Wheeler cringed. “I have heard that. It’s not good.”
“But it has been extremely effective. And it is a temporary phase, you know. It won’t go anywhere. Viennese are extremely good-natured, and we know that things will settle down soon. There are just too many Jews in high places.”
“I don’t know,” Wheeler said glumly. “It doesn’t sound good to me. Maybe the mayor knows what he’s doing, but someone is going to come along and take all this in a very bad direction.” He repressed a shudder.
Even Wheeler did not understand the immediacy of his prediction. He had no way of knowing that the stern young American he had seen with Mayor Lueger had come to Vienna on a mission of which yesterday’s meeting in this very café was the first step.
Wheeler left the Café Central in the early afternoon and had strolled back through one of the parks along the Ringstrasse.
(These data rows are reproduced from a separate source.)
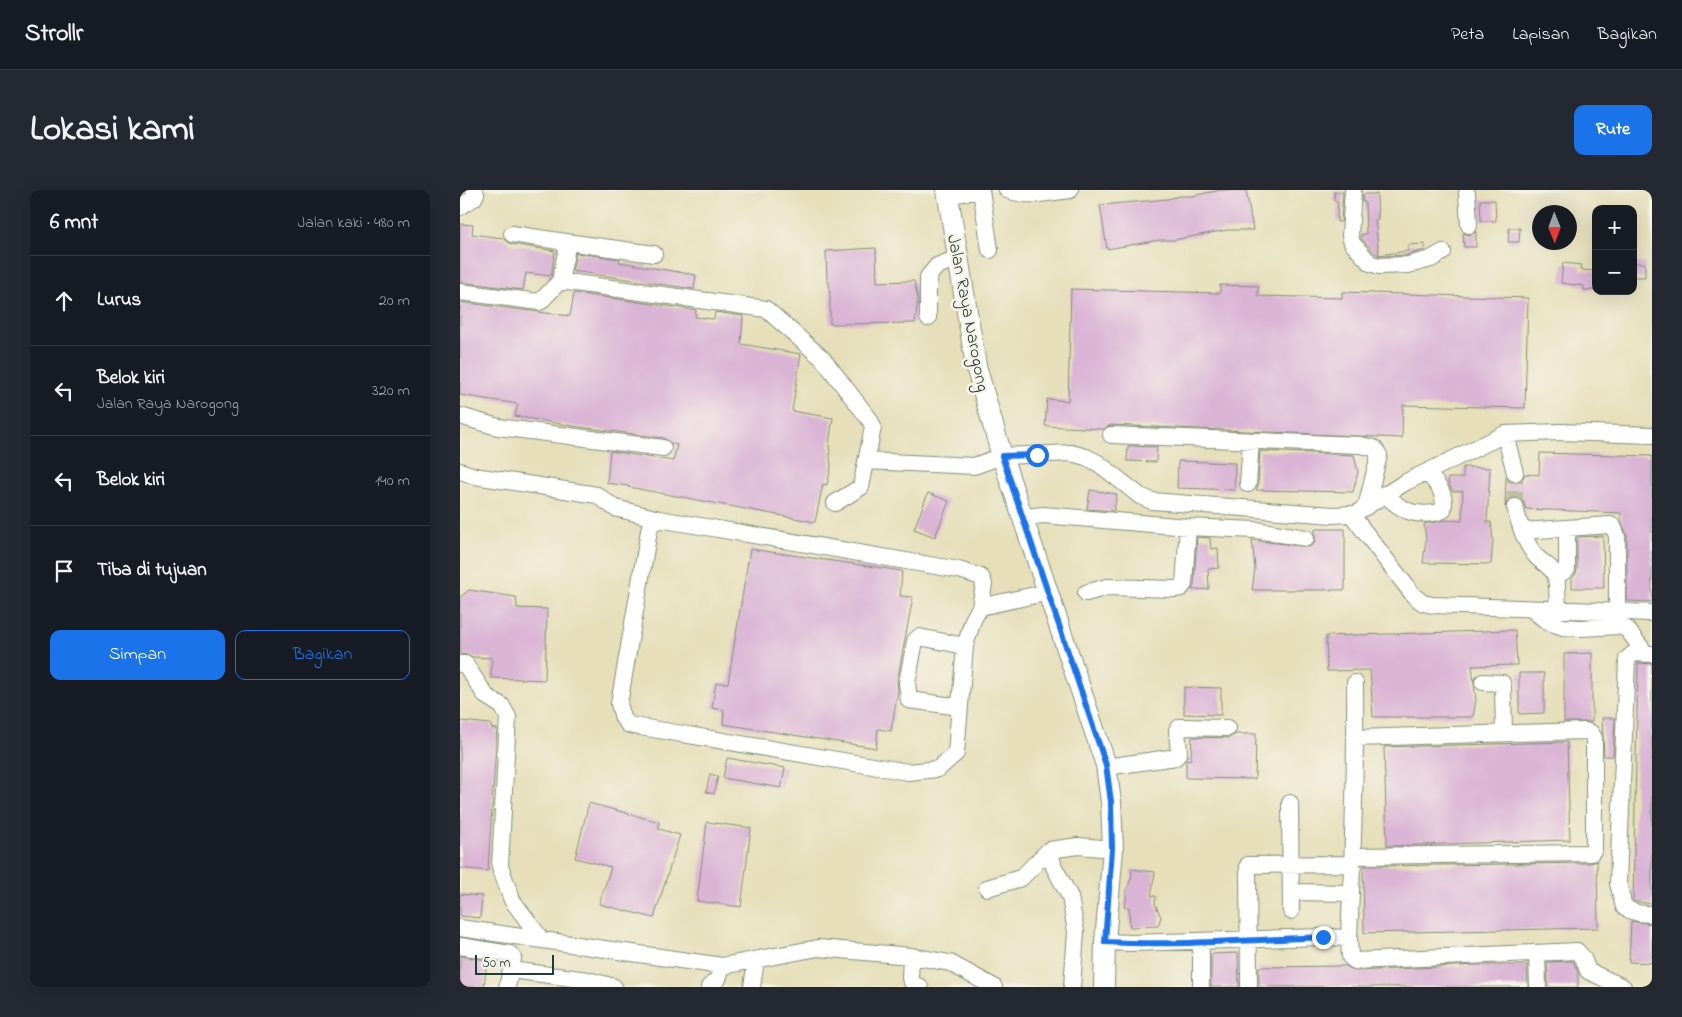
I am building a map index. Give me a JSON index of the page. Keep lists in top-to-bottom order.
{
  "streets": {
    "main road": ["Jalan Raya Narogong"]
  },
  "scale_bar": "50 m",
  "north": "bottom",
  "page": {
    "header": "Strollr",
    "nav": ["Peta", "Lapisan", "Bagikan"],
    "title": "Lokasi kami",
    "buttons": [
      "Rute",
      ["Simpan", "Bagikan"]
    ],
    "heading": ["6 mnt", "Jalan kaki · 480 m"],
    "map_buttons": ["+", "−"],
    "list": [
      ["Lurus", "20 m"],
      ["Belok kiri", "Jalan Raya Narogong", "320 m"],
      ["Belok kiri", "140 m"],
      "Tiba di tujuan"
    ],
    "scale": "50 m"
  }
}
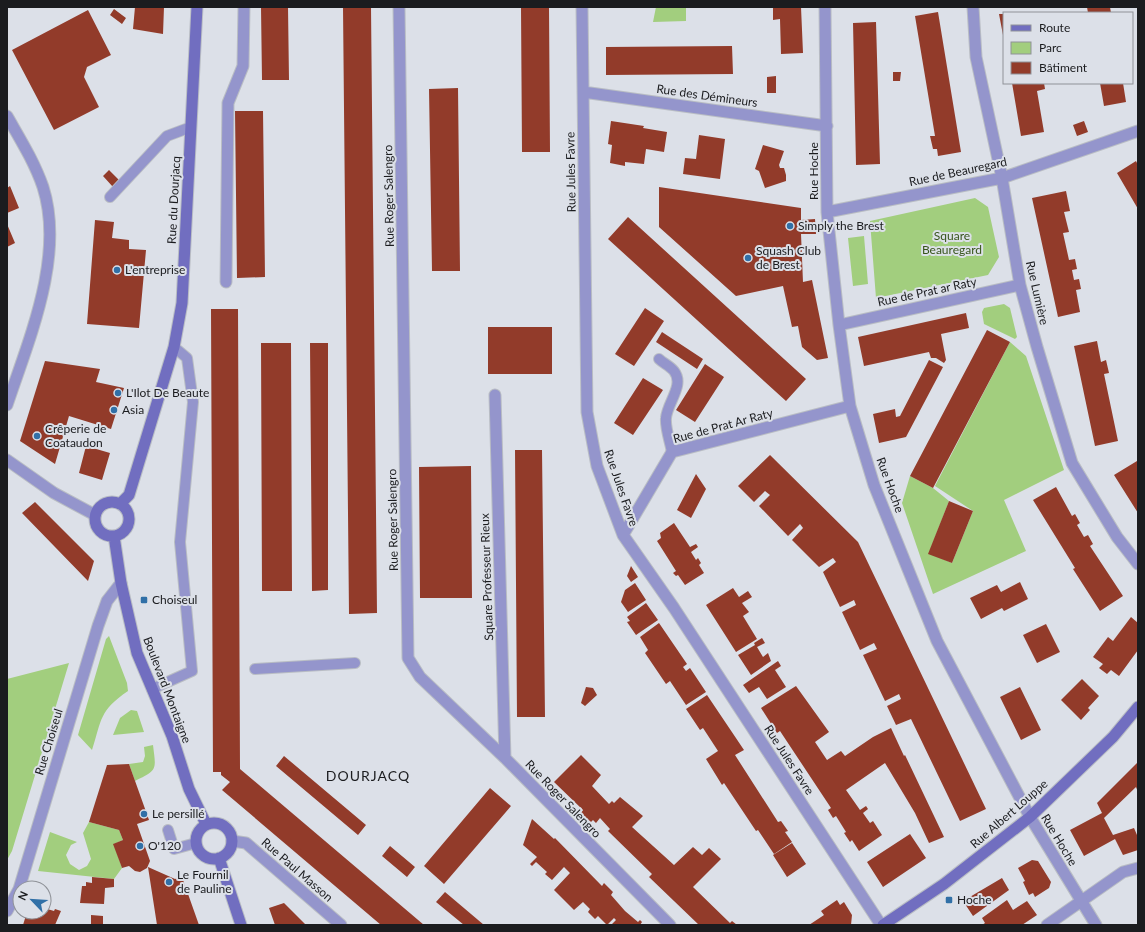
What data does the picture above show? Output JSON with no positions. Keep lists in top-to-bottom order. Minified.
{"streets":{"main road":["Rue du Dourjacq","Boulevard Montaigne","Rue Albert Louppe"],"street":["Rue des Démineurs","Rue Hoche","Rue Jules Favre","Rue de Beauregard","Rue Roger Salengro","Rue de Prat ar Raty","Rue Lumière","Rue de Prat Ar Raty","Square Professeur Rieux","Rue Choiseul","Rue Paul Masson"]},"crossings":[["Rue des Démineurs","Rue Hoche"],["Rue des Démineurs","Rue Jules Favre"],["Rue Hoche","Rue de Beauregard"],["Rue Hoche","Rue de Prat ar Raty"],["Rue Hoche","Rue de Prat Ar Raty"],["Rue Hoche","Rue Albert Louppe"],["Rue Jules Favre","Rue de Prat Ar Raty"],["Rue Jules Favre","Rue Albert Louppe"],["Rue de Beauregard","Rue Lumière"],["Rue Roger Salengro","Square Professeur Rieux"],["Rue du Dourjacq","Boulevard Montaigne"],["Rue de Prat ar Raty","Rue Lumière"],["Boulevard Montaigne","Rue Choiseul"],["Boulevard Montaigne","Rue Paul Masson"]],"districts":["DOURJACQ"],"parks":["Square Beauregard"],"places":{"other":["Simply the Brest","Squash Club de Brest","L'entreprise","L'Ilot De Beaute","Asia","Crêperie de Coataudon","Le persillé","O'120","Le Fournil de Pauline"],"transit":["Choiseul","Hoche"]},"legend":["Route","Parc","Bâtiment"],"north":"top left"}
His focus drifted to a group of young people—wealthy young literati, he figured from their dress, in their early twenties, the kind who frequented coffeehouses and lived the now-legendary lives of sensitive artists. There were three men and four women in animated conversation, meeting in the park before launching some excursion.
One of them, a young woman, caught his attention immediately. She was standing with the group but closest to an artistic young man who seemed at first glance to be doting on her. She stood out from her effete peers as the epitome of the fabled Viennese beauty who had come to life in his Haze-inspired prep school dreams. She was not large framed and Germanically earthy, but full bosomed and small waisted and a touch more delicate than Wheeler’s impression of Arnauld Esterhazy’s ideal “sweet girl,” a true Viennese beauty nonetheless, one worthy of the best gilded canvas of Gustav Klimt. Her skin was pale, and she wore just a trace of natural rouge on her cheeks and lips. There was something about her that struck Wheeler immediately, fatefully, something about the way her eyes sparkled as she spoke the gentle Viennese German that riveted his attention with the compulsion to eavesdrop on every euphonic syllable she spoke. An indescribable attraction radiated from her, something overpowering, the innocent and unattainable sexuality that the Haze’s stories had given life in the adolescent fantasies of his oversexed prep school following.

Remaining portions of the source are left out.